AP: Tilda and Idris, does making a movie like this prompt you to reflect on what compels you as actors to tell stories?

SWINTON: I’ve never made anything quite like this. Even though in a funny way the film is about one of my favorite things — inarticulacy — or rather the effort that we go to communicate with one another. Knowing that it’s almost impossible to understand each other, we still try, and that really touches me. It’s certainly one of the things that keeps me making films. It always feels very difficult to get something out of your head and convey it to someone else. But the fact that one makes the gesture is very moving. This film is about that but it’s very articulately made. To actually shoot with George and to understand how he constructs the architecture of the film even if the film is about something quite amorphous and quite tender, that’s a masterclass. Keeping that center soft was something we talked a lot about.

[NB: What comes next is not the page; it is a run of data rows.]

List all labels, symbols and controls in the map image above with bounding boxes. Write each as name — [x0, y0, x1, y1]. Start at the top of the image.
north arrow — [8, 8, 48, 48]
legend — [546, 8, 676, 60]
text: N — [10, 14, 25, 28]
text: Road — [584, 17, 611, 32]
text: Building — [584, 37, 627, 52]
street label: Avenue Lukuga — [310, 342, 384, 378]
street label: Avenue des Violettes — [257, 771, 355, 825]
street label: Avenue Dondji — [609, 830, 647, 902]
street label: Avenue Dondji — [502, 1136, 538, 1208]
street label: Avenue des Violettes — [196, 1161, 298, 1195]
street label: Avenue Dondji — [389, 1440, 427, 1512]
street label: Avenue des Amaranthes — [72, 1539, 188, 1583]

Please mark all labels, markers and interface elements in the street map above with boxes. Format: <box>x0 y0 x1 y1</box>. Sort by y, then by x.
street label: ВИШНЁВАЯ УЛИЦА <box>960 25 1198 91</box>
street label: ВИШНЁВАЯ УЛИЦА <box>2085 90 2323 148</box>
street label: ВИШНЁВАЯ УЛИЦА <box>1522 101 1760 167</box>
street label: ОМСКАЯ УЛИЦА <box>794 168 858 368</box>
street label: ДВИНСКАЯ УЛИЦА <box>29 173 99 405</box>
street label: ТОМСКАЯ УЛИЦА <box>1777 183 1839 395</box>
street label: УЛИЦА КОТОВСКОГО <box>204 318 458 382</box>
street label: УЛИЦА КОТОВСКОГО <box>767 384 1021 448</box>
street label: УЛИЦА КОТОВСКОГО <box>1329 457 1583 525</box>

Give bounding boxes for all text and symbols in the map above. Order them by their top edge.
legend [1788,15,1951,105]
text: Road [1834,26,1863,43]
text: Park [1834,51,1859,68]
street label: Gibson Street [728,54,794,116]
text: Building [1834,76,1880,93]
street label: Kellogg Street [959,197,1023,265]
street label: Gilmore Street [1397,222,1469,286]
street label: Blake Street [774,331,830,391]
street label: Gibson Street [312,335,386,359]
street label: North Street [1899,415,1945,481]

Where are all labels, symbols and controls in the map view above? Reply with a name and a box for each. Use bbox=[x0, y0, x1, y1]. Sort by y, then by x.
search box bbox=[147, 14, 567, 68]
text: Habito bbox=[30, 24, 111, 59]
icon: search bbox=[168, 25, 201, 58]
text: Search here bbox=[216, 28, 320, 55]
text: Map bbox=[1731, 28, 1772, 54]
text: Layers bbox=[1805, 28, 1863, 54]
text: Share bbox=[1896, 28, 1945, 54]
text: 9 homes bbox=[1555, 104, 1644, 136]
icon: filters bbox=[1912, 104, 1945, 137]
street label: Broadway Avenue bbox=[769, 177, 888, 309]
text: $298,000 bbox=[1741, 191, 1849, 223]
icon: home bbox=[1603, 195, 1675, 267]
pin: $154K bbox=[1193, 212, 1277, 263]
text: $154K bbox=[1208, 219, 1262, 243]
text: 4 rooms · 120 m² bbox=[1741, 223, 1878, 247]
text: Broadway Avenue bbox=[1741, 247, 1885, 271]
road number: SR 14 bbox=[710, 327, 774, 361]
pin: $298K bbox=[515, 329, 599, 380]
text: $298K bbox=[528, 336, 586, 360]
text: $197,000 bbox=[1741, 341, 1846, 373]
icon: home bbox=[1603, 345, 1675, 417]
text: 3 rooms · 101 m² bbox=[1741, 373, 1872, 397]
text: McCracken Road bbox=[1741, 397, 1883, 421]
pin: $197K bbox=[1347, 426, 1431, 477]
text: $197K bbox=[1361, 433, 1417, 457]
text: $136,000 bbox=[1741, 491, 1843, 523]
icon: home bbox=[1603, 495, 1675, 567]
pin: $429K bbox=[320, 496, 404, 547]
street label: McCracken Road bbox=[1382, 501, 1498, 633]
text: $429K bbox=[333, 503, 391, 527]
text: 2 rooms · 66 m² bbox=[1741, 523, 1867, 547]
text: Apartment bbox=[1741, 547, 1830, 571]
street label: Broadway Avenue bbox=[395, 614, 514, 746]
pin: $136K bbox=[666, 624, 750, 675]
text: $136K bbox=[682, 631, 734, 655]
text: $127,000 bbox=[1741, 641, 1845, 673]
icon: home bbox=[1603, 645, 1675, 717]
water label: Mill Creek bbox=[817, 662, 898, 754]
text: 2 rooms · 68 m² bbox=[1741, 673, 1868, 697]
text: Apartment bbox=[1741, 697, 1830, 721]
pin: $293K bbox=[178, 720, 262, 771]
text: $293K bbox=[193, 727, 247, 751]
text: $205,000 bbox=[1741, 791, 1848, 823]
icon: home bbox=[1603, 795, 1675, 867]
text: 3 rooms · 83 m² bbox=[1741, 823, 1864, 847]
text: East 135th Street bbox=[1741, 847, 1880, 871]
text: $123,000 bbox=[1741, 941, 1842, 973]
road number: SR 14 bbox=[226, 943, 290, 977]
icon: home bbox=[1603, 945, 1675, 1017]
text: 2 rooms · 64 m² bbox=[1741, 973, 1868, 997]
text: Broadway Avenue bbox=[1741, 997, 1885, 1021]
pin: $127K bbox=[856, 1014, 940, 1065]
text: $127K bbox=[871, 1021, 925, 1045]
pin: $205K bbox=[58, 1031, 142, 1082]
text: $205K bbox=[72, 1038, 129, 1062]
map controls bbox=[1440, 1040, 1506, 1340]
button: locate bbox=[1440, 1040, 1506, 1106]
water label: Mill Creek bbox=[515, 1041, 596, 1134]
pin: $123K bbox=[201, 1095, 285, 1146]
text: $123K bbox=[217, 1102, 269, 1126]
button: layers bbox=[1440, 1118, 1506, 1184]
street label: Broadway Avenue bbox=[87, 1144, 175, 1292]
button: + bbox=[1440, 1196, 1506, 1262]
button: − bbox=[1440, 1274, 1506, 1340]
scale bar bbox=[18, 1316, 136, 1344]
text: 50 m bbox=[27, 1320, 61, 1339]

ELBA: I’m a bit like George. I’d be fascinated with my dad telling stories but I was never good at that. I remember when I went to a boy’s school. I was one of the funny boys. In the drama class, those kids couldn’t do it. They couldn’t make believe. I never forget the teacher's phrase “make believe” and how it resonated with me. Suddenly, I could tell you the best story in the world because I was making you believe I could. I was really aware of the irony of working with George and Tilda and I’m playing a guy who has to tell stories honestly to get his freedom. I was Idris acting his socks off playing a man who was not allowed to act his socks off but had to tell these honest, engaging stories.

AP: George, you first encountered the short story this is based on in the late 1990s. Why do you think that this film stuck with you for so long?

MILLER: There’s lots of stories that I had. It’s a bit Darwinian. Some of them insist on themselves. I felt it was a very potent story. It’s like a metal detector or a Geiger counter, when something really activates it. You go: "Oh, there’s a rich seam in here somewhere.” You don’t know where it will go. You can sort of vaguely sense where it will go when you read the richness of scene. Time will tell. You hope the story belongs to everybody.